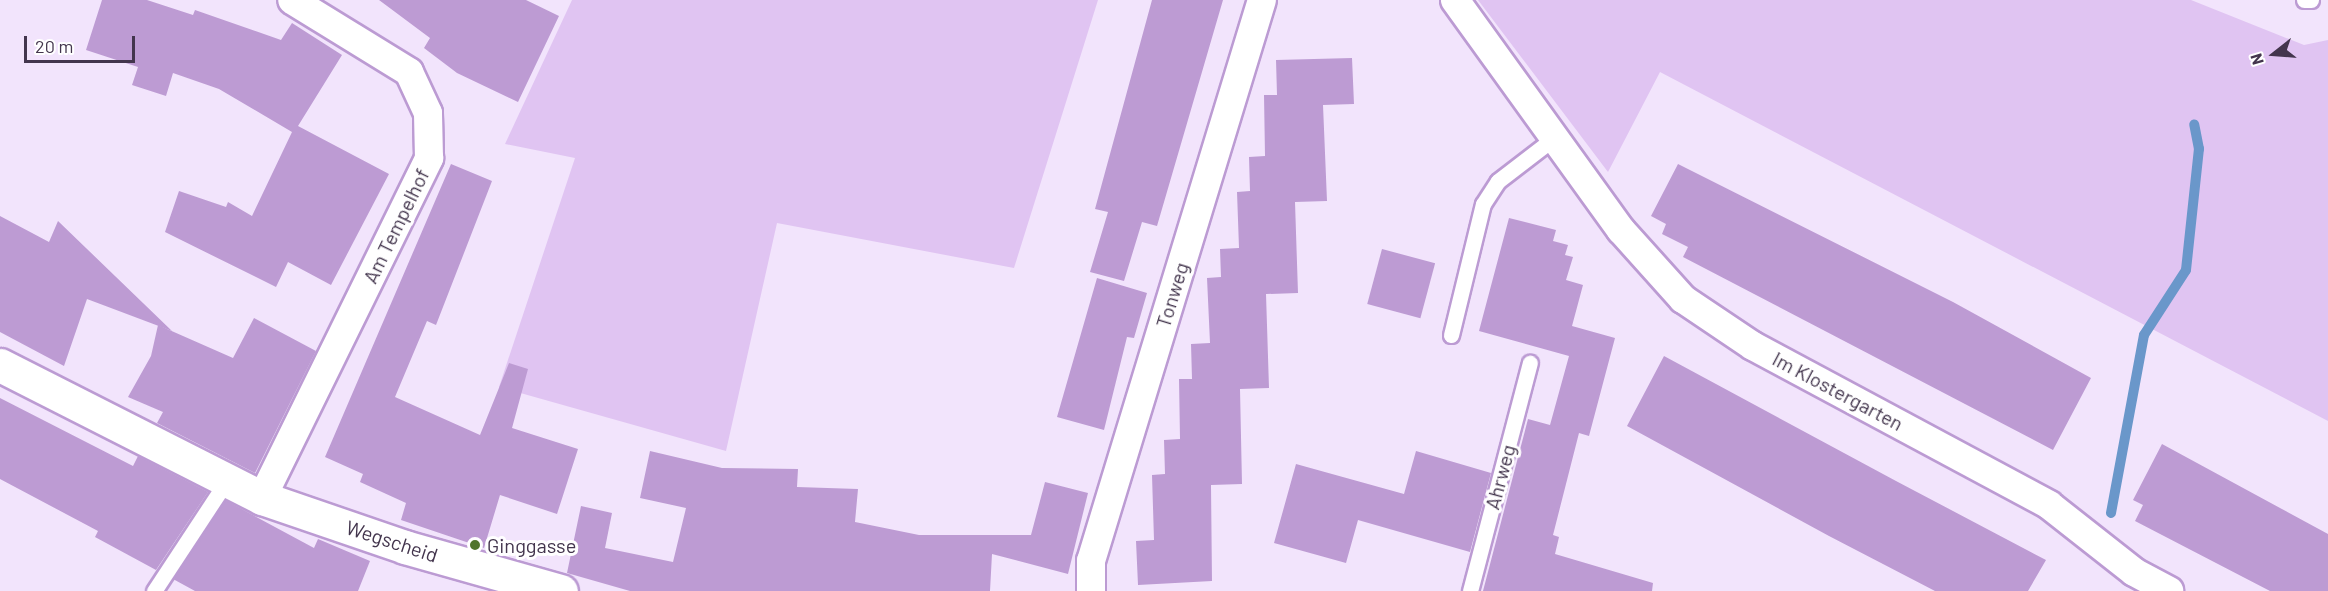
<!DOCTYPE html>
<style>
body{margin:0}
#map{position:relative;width:2328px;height:591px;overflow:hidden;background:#f2e4fc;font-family:Barlow,sans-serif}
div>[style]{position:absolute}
.green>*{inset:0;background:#e0c4f2}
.stream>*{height:10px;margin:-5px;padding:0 5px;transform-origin:5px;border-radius:5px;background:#6a97ca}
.building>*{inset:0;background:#bd9bd3;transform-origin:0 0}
.roads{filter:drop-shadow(2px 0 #bc9bd3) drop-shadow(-2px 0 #bc9bd3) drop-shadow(0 2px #bc9bd3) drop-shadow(0 -2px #bc9bd3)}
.service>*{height:15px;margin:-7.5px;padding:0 7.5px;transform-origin:7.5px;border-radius:7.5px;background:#fff}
.minor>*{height:28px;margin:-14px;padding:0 14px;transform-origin:14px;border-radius:14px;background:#fff}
.tertiary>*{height:33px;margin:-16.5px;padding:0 16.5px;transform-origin:16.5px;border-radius:16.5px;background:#fff}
.dots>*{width:16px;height:16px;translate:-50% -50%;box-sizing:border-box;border:3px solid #fff;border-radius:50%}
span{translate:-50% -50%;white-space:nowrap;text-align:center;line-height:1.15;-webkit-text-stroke:6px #fff;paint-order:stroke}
.street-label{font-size:20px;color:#43354d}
.poi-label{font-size:20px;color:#43354d}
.left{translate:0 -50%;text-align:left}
.north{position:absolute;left:2244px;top:24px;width:60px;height:60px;-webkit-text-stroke:4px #fff;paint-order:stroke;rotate:253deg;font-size:16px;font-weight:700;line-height:24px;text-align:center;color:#43354d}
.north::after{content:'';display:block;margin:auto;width:21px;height:27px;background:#43354d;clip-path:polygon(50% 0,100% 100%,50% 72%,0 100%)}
.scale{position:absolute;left:24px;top:36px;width:111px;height:27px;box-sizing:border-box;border:3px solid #43354d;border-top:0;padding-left:8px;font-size:18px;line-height:21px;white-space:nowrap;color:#43354d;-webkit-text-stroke:4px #fff;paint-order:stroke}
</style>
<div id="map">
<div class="green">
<i style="clip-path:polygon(572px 0,1098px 0,1014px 268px,777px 223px,726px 451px,499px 387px,575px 158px,505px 144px)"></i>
<i style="clip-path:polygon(1478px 0,2191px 0,2304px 45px,2328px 40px,2328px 421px,1660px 72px,1608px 172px)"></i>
</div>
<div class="stream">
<i style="left:2111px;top:513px;width:181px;rotate:-79.5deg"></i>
<i style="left:2144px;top:335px;width:77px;rotate:-57.1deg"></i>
<i style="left:2186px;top:270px;width:122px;rotate:-83.9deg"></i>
<i style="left:2199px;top:149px;width:25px;rotate:-101deg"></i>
</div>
<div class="building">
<i style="clip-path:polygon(102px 0,147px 0,193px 15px,195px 10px,281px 40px,292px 23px,342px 55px,298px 126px,389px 174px,331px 285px,288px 262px,276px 287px,165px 232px,179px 191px,226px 207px,228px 202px,252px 216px,292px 132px,219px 89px,173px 73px,166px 96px,132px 85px,138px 67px,86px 50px)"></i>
<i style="clip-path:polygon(379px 0,526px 0,559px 16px,518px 102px,457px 73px,424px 48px,430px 38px)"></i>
<i style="clip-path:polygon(1152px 0,1223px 0,1157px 226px,1142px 222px,1124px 281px,1090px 272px,1108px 212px,1095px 209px)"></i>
<i style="clip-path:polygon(1352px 58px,1354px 104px,1323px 105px,1327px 201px,1295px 202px,1298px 293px,1266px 294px,1269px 388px,1240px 389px,1242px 484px,1211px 485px,1212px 581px,1138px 585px,1136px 541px,1154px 540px,1152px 475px,1165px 474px,1164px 440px,1180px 439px,1179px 379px,1192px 379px,1191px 344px,1210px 343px,1207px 278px,1221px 277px,1220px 249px,1239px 248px,1237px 192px,1250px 191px,1249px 157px,1265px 156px,1264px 95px,1277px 95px,1276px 60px)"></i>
<i style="clip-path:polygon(451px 164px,492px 181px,436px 325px,427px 321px,395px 397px,480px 435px,509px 363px,528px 369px,512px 428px,578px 449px,557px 514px,500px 495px,484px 548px,401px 520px,406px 503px,360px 482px,363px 474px,325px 457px)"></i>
<i style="clip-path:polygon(1678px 164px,1953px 302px,2091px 378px,2053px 450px,1683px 257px,1688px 247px,1662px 234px,1666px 224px,1651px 216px)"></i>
<i style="clip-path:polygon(0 216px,49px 242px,58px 221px,172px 331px,87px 299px,64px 366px,0 332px)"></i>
<i style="clip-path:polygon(1509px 218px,1556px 230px,1553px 241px,1568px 245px,1565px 255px,1573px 257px,1566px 280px,1583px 285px,1572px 326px,1615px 338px,1589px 436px,1579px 433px,1553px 535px,1559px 537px,1555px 554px,1653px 583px,1652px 591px,1483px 591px,1528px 419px,1550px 425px,1569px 356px,1479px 331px)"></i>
<i style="left:1382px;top:249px;width:55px;height:57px;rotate:15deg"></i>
<i style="clip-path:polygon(1097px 278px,1147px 293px,1134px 338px,1127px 337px,1104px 430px,1057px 417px)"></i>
<i style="clip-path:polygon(254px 318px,316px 351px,255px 473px,157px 423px,163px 412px,128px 397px,151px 356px,158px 325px,233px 358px)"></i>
<i style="clip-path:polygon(1664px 356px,1896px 481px,2046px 560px,2028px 591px,1935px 591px,1829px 536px,1627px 426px)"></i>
<i style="clip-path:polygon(0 398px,133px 466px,138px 456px,208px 492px,156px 570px,95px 537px,98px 531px,0 479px)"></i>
<i style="clip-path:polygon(2162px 444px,2328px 534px,2328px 591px,2270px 591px,2135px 521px,2143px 505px,2133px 500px)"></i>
<i style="clip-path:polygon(650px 451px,722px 468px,798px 469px,797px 487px,858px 489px,855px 522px,919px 535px,1031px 535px,1045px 482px,1088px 493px,1068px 574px,992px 554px,990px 591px,630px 591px,567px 573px,581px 506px,612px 513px,605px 548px,673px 562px,686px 508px,640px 498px)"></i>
<i style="clip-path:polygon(1416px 451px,1491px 473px,1470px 552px,1358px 520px,1346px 563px,1274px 543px,1296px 464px,1404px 494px)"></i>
<i style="clip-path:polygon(225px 500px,314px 548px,318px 539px,370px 561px,358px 591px,195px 591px,173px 579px)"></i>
</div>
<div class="roads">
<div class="service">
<i style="left:2304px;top:0;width:7px"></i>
<i style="left:1451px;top:335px;width:135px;rotate:-76.3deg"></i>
<i style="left:1483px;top:204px;width:27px;rotate:-57deg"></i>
<i style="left:1498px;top:181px;width:71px;rotate:-37.5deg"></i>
<i style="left:154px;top:591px;width:131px;rotate:-56.6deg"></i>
<i style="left:1470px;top:591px;width:236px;rotate:-75.3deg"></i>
</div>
<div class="minor">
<i style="left:1455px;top:0;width:284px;rotate:54.2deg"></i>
<i style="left:1621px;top:230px;width:93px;rotate:48.1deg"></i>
<i style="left:1683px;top:299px;width:84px;rotate:33.9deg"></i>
<i style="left:1753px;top:346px;width:336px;rotate:28.2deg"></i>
<i style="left:2049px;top:505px;width:108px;rotate:38.2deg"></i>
<i style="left:2134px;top:572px;width:40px;rotate:28deg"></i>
<i style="left:262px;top:498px;width:379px;rotate:-63.8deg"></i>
<i style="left:429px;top:158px;width:45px;rotate:-91.3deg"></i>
<i style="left:428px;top:113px;width:45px;rotate:-114.9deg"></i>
<i style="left:409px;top:72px;width:137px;rotate:-148.4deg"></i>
<i style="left:1091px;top:591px;width:30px;rotate:-90deg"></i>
<i style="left:1091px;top:561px;width:586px;rotate:-73.05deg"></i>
</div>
<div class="tertiary">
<i style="left:0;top:365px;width:294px;rotate:26.9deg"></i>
<i style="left:262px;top:498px;width:151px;rotate:18.9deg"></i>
<i style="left:405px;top:547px;width:162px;rotate:15.8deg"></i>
</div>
</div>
<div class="dots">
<i style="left:475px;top:545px;background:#50742d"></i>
</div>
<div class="street-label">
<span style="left:396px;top:226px;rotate:-64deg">Am Tempelhof</span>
<span style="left:1172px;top:295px;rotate:-73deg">Tonweg</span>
<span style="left:1838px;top:391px;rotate:28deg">Im Klostergarten</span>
<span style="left:1500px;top:477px;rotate:-75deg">Ahrweg</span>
<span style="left:392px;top:541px;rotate:18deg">Wegscheid</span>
</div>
<div class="poi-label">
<span class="left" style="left:487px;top:545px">Ginggasse</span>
</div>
<div class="north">N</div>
<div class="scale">20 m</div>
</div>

> INSTRUCTIONS FOR THE TASK
The word "stream" occurs on some lines of the data. Give the number of those lines only.

> WRITTEN ANSWER
2